- WHAT IS REQUIRED -
Your answer should be every line below that includes the word "Daily".

----- DATASET RECORDS -----

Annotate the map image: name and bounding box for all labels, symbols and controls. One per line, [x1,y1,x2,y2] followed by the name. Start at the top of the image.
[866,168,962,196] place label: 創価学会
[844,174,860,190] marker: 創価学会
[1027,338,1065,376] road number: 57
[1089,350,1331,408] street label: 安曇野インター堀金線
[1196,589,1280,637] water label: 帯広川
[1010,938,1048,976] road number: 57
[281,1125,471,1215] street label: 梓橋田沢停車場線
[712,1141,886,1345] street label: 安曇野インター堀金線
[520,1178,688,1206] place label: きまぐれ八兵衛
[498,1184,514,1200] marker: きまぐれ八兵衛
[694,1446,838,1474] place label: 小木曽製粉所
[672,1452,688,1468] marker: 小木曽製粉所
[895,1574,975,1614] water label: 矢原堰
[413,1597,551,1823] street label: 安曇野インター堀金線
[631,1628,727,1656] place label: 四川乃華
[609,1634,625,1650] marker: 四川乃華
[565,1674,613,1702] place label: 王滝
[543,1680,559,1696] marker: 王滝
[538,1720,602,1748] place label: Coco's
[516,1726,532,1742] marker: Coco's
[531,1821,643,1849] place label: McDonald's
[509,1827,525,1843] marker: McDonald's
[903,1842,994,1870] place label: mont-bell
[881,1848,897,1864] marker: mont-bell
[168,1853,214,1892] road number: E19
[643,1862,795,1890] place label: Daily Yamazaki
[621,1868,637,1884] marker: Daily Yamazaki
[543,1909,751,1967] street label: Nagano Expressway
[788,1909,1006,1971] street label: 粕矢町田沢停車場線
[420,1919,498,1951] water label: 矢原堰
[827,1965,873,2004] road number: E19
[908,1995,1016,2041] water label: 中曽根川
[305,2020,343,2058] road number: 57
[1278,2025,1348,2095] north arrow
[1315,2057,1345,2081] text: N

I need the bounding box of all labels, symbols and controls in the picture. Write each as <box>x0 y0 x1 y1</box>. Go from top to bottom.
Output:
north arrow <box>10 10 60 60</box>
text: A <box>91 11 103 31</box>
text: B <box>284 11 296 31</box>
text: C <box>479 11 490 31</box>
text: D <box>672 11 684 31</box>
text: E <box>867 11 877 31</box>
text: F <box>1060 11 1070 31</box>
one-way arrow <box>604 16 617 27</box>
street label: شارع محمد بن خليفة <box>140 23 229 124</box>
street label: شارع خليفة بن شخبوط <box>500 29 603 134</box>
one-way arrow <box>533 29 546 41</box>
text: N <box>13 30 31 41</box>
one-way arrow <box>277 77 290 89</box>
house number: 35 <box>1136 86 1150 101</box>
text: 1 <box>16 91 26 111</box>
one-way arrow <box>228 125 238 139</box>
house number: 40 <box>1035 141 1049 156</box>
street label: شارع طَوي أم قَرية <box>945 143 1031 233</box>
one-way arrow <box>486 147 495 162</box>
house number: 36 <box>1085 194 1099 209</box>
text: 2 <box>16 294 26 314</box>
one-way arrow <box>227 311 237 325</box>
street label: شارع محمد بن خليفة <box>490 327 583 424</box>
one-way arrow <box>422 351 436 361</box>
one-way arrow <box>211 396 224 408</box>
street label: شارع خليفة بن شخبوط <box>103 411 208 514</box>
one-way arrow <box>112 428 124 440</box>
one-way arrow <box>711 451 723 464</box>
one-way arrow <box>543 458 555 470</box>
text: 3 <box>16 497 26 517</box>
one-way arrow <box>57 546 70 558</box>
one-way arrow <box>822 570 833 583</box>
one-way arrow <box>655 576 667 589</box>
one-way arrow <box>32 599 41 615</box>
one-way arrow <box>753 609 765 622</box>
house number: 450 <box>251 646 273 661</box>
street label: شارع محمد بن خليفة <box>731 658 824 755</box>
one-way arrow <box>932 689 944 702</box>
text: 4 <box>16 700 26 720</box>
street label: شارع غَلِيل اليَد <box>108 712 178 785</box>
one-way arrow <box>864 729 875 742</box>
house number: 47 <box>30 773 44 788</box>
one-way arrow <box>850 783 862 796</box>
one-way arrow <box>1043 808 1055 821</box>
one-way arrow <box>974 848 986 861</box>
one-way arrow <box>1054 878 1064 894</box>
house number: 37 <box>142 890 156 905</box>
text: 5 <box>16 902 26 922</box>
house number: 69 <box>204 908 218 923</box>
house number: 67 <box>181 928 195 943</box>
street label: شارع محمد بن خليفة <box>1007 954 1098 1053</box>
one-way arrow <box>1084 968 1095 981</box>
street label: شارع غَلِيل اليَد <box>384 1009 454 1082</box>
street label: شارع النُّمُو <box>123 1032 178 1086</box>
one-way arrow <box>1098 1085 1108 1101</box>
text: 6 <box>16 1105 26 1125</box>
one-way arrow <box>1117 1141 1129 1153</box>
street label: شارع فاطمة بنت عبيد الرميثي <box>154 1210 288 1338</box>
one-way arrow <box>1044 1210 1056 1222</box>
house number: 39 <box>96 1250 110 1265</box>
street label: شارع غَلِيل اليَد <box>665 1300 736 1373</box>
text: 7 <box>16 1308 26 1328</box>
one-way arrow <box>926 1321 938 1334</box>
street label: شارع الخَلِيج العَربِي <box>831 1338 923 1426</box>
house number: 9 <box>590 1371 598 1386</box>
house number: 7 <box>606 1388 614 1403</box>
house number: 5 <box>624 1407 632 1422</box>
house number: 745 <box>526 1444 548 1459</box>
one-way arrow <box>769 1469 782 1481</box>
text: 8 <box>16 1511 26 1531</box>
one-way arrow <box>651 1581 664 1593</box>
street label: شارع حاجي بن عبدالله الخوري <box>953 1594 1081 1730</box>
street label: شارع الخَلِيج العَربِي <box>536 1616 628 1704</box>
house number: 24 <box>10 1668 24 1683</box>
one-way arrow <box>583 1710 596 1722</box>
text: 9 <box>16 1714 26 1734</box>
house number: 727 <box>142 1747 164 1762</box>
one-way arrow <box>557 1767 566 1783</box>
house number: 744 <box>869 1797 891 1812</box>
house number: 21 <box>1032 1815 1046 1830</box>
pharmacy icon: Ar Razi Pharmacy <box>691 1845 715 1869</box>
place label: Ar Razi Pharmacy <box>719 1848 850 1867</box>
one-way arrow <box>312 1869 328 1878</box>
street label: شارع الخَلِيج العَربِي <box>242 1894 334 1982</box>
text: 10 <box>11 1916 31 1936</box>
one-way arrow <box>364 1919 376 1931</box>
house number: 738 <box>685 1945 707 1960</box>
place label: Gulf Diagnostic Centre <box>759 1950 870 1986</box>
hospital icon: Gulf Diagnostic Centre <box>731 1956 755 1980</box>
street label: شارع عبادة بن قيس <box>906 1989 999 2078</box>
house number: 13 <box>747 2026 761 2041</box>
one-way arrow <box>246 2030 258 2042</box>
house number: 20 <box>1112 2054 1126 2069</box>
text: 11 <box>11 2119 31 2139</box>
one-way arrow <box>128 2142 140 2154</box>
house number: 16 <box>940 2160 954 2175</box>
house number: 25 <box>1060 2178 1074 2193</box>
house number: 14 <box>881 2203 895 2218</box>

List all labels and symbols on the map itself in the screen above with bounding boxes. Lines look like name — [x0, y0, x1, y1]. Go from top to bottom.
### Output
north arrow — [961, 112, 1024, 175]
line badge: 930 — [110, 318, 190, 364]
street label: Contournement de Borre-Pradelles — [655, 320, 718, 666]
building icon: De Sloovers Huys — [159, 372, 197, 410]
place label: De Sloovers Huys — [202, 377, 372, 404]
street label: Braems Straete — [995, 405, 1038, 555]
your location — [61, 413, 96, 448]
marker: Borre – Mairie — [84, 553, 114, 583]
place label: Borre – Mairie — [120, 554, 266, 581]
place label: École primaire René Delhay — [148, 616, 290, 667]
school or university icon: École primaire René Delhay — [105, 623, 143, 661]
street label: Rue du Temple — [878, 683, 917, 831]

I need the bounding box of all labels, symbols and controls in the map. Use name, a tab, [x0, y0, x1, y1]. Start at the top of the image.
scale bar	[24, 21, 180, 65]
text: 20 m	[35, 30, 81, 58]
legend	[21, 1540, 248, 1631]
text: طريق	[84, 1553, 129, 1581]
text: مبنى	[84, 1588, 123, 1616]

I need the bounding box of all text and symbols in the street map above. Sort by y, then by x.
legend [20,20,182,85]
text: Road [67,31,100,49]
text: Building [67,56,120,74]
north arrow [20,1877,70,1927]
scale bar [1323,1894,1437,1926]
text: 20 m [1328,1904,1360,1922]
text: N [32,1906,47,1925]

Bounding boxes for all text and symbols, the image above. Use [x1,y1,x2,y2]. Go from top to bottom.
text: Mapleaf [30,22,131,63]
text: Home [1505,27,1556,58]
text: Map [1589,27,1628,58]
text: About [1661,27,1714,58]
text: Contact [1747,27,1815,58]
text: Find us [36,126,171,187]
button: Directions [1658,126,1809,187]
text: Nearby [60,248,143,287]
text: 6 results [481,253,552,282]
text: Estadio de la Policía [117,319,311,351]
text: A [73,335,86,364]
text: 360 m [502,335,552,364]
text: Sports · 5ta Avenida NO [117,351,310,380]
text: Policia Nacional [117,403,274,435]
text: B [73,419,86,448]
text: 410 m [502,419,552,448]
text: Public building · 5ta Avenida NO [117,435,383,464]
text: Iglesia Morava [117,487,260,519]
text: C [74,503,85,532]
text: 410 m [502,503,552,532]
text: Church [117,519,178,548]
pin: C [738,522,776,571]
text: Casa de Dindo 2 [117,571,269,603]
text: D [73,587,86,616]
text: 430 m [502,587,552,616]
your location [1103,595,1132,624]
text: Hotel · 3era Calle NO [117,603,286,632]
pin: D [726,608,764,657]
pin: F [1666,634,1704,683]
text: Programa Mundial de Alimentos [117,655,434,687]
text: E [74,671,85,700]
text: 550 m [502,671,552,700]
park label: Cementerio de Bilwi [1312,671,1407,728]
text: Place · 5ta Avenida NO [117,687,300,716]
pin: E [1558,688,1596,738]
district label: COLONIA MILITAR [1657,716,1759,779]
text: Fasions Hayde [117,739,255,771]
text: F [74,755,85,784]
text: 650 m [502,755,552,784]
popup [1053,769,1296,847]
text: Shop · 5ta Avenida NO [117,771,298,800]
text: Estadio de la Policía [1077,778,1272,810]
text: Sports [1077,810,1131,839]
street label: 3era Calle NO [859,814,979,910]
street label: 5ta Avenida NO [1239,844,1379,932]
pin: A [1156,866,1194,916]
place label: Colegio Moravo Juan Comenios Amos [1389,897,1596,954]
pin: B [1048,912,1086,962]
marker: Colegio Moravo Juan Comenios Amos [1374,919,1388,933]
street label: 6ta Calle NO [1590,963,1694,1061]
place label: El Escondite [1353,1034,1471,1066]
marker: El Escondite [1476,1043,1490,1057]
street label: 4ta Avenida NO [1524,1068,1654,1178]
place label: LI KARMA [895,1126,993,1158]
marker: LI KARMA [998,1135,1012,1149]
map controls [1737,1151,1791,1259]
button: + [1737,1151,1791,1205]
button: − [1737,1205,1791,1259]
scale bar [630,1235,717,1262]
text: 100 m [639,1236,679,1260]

-----

- WRITTEN ANSWER -
[643,1862,795,1890] place label: Daily Yamazaki
[621,1868,637,1884] marker: Daily Yamazaki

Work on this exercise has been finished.